PROBLEM TO WORK ON
Look through the records and copy each line with the string "limit" in it.

Collected data entries
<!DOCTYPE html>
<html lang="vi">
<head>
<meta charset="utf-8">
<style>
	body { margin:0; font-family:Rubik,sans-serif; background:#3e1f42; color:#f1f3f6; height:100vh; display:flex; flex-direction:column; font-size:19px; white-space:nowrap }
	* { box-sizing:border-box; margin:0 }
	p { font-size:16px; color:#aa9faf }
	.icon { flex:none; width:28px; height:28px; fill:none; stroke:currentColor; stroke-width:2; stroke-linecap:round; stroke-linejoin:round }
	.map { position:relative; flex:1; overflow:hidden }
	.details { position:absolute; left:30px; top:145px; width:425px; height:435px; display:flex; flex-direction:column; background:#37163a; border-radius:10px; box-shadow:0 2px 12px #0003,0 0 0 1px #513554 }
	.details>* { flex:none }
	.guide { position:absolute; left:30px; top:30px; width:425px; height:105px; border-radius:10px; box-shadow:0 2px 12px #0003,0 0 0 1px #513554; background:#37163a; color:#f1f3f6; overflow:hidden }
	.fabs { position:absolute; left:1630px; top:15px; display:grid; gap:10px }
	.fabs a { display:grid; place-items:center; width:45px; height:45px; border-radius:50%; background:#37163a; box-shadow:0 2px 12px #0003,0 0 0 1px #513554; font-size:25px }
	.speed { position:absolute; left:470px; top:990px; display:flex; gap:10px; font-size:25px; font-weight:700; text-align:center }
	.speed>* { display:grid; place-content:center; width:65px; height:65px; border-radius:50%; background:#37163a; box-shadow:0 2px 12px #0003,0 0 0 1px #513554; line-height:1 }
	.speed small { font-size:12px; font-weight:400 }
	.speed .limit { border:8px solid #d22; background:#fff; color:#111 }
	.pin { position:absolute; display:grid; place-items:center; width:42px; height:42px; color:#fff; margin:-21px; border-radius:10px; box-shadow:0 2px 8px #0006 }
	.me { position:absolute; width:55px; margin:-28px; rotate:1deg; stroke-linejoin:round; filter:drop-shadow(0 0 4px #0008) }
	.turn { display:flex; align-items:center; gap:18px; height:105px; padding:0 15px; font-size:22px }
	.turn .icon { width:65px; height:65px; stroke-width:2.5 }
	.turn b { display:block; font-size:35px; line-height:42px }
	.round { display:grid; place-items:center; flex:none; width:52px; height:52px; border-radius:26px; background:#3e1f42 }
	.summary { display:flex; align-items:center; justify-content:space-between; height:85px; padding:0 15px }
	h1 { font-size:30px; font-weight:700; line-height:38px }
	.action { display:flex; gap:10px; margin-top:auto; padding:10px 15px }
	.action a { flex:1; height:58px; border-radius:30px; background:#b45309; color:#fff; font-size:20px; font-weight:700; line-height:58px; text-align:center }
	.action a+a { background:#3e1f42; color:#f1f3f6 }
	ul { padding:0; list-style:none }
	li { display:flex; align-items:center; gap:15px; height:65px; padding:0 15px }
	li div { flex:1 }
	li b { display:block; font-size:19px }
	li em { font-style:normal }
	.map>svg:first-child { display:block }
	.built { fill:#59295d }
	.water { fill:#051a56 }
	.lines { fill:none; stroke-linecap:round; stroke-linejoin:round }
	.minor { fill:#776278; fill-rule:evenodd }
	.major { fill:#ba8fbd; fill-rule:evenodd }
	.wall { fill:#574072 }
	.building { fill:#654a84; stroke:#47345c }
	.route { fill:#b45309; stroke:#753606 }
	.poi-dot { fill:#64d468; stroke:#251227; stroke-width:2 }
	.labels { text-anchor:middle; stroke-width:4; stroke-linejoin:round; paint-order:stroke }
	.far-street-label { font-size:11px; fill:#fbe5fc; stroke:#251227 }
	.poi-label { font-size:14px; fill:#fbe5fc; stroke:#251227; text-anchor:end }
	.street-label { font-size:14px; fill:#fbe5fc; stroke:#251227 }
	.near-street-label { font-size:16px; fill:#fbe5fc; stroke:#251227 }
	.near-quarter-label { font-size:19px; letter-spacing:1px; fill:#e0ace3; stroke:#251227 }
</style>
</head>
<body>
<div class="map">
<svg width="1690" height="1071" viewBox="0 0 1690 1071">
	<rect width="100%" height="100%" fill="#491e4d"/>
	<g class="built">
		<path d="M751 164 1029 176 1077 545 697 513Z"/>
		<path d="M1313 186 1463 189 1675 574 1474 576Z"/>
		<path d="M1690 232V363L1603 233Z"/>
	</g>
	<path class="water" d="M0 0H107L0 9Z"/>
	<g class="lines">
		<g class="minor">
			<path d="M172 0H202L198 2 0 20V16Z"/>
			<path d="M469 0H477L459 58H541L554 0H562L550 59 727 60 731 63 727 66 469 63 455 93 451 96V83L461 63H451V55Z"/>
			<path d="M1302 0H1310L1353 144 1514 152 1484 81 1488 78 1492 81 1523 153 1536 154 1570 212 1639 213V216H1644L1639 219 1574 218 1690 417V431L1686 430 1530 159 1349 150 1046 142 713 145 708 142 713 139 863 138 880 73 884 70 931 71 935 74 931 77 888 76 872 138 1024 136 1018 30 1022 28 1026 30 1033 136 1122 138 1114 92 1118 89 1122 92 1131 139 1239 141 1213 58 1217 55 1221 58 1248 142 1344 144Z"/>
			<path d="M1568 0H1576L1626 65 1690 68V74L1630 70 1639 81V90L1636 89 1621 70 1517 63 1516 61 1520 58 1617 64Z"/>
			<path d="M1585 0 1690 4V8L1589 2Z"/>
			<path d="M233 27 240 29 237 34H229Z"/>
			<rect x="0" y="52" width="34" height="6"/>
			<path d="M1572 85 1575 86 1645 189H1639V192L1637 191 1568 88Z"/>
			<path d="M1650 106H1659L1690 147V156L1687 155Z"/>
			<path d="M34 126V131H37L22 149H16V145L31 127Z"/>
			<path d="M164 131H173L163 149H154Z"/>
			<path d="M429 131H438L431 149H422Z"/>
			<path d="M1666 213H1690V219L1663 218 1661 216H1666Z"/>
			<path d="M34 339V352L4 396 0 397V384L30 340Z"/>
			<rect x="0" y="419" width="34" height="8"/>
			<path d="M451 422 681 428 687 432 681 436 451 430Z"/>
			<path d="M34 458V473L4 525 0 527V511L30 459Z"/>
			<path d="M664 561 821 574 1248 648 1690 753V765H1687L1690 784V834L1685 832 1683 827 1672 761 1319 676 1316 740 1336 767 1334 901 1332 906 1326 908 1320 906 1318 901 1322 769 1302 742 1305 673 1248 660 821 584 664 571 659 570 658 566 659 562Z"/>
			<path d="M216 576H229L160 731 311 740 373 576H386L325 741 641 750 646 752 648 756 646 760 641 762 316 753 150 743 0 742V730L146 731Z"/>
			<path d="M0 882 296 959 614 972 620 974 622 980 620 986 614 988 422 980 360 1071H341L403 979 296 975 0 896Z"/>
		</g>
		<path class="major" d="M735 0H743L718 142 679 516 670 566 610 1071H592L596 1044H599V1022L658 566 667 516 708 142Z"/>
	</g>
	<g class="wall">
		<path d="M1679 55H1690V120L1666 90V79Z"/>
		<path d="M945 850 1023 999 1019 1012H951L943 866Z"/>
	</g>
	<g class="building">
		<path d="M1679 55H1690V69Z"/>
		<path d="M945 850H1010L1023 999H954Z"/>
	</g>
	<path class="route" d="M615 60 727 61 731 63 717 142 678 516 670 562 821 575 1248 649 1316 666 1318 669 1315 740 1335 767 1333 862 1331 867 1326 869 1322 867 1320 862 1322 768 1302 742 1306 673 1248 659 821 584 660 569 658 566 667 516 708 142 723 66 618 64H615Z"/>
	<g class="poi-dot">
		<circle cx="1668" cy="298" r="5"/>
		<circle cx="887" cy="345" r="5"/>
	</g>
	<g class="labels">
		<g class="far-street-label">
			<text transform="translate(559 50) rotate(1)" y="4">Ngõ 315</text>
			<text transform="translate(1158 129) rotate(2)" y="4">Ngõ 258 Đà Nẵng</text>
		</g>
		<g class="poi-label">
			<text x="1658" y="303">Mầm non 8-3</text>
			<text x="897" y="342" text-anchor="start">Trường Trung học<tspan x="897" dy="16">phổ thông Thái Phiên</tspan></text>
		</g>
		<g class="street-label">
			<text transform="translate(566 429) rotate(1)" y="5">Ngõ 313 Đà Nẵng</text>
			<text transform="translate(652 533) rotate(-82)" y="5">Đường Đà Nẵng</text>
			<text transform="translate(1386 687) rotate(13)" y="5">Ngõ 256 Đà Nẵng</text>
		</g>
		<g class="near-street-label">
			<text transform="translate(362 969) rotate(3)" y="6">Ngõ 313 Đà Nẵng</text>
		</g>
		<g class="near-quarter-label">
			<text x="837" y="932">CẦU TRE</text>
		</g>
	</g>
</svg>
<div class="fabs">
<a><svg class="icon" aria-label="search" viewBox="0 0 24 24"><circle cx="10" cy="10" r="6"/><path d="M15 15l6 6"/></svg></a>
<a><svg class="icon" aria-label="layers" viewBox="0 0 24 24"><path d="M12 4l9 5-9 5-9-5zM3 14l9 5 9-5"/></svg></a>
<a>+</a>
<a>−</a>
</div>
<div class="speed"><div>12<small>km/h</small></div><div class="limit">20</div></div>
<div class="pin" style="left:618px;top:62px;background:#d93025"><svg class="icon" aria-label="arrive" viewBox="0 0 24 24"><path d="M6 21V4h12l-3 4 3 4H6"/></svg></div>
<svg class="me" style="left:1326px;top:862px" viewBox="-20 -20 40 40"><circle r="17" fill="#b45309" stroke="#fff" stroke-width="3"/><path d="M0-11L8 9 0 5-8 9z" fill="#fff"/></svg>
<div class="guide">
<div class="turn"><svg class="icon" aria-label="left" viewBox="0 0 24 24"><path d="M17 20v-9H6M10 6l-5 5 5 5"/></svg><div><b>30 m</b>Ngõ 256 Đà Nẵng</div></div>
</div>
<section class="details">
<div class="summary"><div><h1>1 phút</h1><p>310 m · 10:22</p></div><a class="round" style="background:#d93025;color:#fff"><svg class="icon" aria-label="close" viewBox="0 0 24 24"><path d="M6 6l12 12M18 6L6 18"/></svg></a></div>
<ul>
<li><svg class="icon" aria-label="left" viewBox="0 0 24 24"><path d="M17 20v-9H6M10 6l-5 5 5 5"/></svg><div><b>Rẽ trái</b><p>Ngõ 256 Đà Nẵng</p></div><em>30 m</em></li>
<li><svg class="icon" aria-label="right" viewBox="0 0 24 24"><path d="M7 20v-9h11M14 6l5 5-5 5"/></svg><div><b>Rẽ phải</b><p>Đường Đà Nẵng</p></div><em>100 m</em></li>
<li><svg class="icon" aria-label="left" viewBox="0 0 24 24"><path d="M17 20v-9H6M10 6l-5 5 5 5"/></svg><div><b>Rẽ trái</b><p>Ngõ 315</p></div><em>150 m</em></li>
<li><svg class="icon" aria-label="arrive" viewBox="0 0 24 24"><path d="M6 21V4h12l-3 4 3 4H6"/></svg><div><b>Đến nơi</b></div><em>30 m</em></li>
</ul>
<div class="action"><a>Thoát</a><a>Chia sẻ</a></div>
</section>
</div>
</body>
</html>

SOLUTION TO THIS EXERCISE
	.speed .limit { border:8px solid #d22; background:#fff; color:#111 }
<div class="speed"><div>12<small>km/h</small></div><div class="limit">20</div></div>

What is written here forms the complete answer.